Problem requirements
Every line of the data that contains the string "Flint" must be copied.
BEGIN Extracted entries
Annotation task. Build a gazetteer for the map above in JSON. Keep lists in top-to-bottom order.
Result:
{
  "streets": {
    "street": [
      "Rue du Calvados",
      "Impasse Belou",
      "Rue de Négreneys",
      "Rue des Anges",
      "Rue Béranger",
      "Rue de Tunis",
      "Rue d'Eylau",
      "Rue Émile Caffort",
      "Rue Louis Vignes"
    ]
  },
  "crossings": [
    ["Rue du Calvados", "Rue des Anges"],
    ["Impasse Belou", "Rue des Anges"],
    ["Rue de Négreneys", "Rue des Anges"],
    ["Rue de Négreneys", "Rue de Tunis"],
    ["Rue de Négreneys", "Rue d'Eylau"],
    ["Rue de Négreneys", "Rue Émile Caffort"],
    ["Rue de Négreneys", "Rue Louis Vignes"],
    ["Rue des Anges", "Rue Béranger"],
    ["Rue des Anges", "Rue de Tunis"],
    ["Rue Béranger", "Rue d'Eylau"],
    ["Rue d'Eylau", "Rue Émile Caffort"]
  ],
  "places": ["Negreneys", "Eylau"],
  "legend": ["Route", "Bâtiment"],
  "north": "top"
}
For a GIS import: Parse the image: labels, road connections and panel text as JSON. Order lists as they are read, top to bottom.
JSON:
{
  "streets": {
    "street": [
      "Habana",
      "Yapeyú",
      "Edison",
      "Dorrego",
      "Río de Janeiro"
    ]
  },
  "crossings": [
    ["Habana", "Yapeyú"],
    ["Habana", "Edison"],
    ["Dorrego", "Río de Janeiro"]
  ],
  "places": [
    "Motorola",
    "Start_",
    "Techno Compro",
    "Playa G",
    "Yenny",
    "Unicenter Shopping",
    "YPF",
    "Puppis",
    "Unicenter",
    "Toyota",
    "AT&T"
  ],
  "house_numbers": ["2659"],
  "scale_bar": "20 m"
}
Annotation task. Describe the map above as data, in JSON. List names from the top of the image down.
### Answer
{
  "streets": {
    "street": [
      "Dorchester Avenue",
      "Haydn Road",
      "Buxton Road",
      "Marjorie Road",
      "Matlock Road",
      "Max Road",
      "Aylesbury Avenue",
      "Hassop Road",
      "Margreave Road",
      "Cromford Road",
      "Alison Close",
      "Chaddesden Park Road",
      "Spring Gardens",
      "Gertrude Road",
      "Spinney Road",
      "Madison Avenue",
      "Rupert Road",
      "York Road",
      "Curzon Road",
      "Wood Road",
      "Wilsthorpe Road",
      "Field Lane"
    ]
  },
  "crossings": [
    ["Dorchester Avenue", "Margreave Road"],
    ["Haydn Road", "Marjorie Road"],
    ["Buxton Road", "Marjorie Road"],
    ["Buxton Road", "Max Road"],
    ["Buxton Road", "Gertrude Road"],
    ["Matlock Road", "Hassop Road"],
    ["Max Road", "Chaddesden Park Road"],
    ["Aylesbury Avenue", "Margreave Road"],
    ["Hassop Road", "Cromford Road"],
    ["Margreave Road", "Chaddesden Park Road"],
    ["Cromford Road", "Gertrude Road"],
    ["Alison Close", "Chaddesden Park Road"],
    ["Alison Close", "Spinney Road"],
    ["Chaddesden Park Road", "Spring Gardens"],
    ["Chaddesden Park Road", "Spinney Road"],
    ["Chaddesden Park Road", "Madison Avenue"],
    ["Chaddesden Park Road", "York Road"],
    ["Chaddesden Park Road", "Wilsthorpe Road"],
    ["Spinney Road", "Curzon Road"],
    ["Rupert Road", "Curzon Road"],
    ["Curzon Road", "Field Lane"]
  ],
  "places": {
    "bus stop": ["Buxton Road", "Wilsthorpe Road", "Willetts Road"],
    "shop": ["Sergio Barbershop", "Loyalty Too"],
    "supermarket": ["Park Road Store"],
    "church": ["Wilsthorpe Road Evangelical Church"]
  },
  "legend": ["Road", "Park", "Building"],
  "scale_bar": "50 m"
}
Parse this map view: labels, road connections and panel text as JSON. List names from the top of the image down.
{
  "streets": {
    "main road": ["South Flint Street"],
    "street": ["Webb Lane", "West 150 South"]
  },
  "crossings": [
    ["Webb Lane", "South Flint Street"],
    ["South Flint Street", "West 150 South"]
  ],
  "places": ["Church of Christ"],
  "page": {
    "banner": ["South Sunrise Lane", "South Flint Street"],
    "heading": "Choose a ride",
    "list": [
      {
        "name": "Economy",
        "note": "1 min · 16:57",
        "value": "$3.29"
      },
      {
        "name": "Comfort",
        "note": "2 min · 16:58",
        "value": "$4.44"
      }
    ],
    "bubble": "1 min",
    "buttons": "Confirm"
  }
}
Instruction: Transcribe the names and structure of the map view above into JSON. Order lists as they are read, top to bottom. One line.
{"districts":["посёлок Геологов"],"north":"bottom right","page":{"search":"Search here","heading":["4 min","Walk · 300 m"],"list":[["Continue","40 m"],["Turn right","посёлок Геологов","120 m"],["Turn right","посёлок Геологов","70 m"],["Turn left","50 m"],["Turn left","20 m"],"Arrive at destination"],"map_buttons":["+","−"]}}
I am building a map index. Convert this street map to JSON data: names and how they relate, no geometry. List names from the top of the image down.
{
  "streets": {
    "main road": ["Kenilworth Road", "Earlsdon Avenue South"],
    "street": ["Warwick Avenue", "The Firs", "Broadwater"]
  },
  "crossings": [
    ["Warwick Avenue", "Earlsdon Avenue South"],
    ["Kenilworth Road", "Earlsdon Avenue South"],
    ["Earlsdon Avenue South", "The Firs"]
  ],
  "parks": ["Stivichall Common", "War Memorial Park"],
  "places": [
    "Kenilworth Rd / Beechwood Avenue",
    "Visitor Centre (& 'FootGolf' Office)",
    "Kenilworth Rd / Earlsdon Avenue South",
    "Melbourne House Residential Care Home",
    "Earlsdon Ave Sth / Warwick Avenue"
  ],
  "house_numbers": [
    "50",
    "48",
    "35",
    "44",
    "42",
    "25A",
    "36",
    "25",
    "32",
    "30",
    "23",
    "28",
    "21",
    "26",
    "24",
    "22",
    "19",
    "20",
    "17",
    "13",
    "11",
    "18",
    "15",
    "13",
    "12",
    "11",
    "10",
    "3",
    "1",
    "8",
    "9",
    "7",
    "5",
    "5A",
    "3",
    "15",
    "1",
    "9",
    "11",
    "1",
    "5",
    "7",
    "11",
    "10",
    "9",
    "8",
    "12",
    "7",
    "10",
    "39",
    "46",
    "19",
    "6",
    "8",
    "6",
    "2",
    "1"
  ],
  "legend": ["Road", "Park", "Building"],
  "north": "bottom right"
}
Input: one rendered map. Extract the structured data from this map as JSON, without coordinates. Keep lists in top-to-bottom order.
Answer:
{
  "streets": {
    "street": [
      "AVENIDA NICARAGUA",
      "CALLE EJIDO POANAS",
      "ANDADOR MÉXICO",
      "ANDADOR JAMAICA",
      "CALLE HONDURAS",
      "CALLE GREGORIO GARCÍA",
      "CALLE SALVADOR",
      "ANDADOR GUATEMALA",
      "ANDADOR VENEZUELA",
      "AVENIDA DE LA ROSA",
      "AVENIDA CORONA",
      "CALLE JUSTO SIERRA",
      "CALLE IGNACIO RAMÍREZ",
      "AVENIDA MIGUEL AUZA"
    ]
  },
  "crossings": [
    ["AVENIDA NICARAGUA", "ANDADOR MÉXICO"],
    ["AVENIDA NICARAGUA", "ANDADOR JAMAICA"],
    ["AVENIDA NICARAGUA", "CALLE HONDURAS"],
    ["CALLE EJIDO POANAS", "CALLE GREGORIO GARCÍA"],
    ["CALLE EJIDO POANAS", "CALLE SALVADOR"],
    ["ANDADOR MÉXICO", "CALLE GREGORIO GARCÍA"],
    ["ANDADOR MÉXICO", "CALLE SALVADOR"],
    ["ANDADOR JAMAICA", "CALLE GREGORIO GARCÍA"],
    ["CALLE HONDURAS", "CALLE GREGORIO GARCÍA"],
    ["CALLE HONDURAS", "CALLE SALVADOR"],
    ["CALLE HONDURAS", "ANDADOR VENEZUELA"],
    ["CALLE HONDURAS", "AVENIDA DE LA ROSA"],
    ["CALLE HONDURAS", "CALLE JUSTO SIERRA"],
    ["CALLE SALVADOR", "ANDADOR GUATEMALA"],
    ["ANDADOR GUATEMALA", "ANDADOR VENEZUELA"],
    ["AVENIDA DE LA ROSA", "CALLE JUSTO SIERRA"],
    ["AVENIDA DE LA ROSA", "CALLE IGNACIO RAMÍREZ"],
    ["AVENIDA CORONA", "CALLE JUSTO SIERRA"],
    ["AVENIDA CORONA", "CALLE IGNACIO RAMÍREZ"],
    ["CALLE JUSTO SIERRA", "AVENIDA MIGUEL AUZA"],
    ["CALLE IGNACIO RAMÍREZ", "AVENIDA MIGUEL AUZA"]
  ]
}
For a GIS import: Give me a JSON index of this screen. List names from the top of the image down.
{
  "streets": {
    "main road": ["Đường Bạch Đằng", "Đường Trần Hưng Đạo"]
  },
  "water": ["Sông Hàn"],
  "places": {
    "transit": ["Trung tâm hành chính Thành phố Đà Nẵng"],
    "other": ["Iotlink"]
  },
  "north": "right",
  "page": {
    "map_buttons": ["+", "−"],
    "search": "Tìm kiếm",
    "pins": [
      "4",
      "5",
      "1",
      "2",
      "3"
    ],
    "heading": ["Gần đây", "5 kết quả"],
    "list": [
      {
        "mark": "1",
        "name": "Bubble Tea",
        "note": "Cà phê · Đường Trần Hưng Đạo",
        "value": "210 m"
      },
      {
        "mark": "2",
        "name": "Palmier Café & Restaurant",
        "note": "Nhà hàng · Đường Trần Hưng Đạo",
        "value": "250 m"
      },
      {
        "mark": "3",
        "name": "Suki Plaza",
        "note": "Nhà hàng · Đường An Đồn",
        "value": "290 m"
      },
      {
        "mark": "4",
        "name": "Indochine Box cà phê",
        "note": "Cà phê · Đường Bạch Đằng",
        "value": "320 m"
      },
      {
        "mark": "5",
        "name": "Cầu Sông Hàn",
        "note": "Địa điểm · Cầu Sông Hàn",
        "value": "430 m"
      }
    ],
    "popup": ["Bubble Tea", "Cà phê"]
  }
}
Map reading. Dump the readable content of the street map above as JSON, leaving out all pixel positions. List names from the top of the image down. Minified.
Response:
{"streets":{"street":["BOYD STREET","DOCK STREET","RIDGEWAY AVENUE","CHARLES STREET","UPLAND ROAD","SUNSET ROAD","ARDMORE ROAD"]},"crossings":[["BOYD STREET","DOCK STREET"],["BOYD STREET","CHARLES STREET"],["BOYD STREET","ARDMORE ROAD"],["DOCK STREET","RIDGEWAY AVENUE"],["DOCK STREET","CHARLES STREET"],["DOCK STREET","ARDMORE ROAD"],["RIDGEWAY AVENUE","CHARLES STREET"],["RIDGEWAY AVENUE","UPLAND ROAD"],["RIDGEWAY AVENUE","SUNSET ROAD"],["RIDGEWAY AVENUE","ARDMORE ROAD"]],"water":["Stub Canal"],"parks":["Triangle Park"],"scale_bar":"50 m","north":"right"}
END Extracted entries
Answer to the exercise
    "main road": ["South Flint Street"],
    ["Webb Lane", "South Flint Street"],
    ["South Flint Street", "West 150 South"]
    "banner": ["South Sunrise Lane", "South Flint Street"],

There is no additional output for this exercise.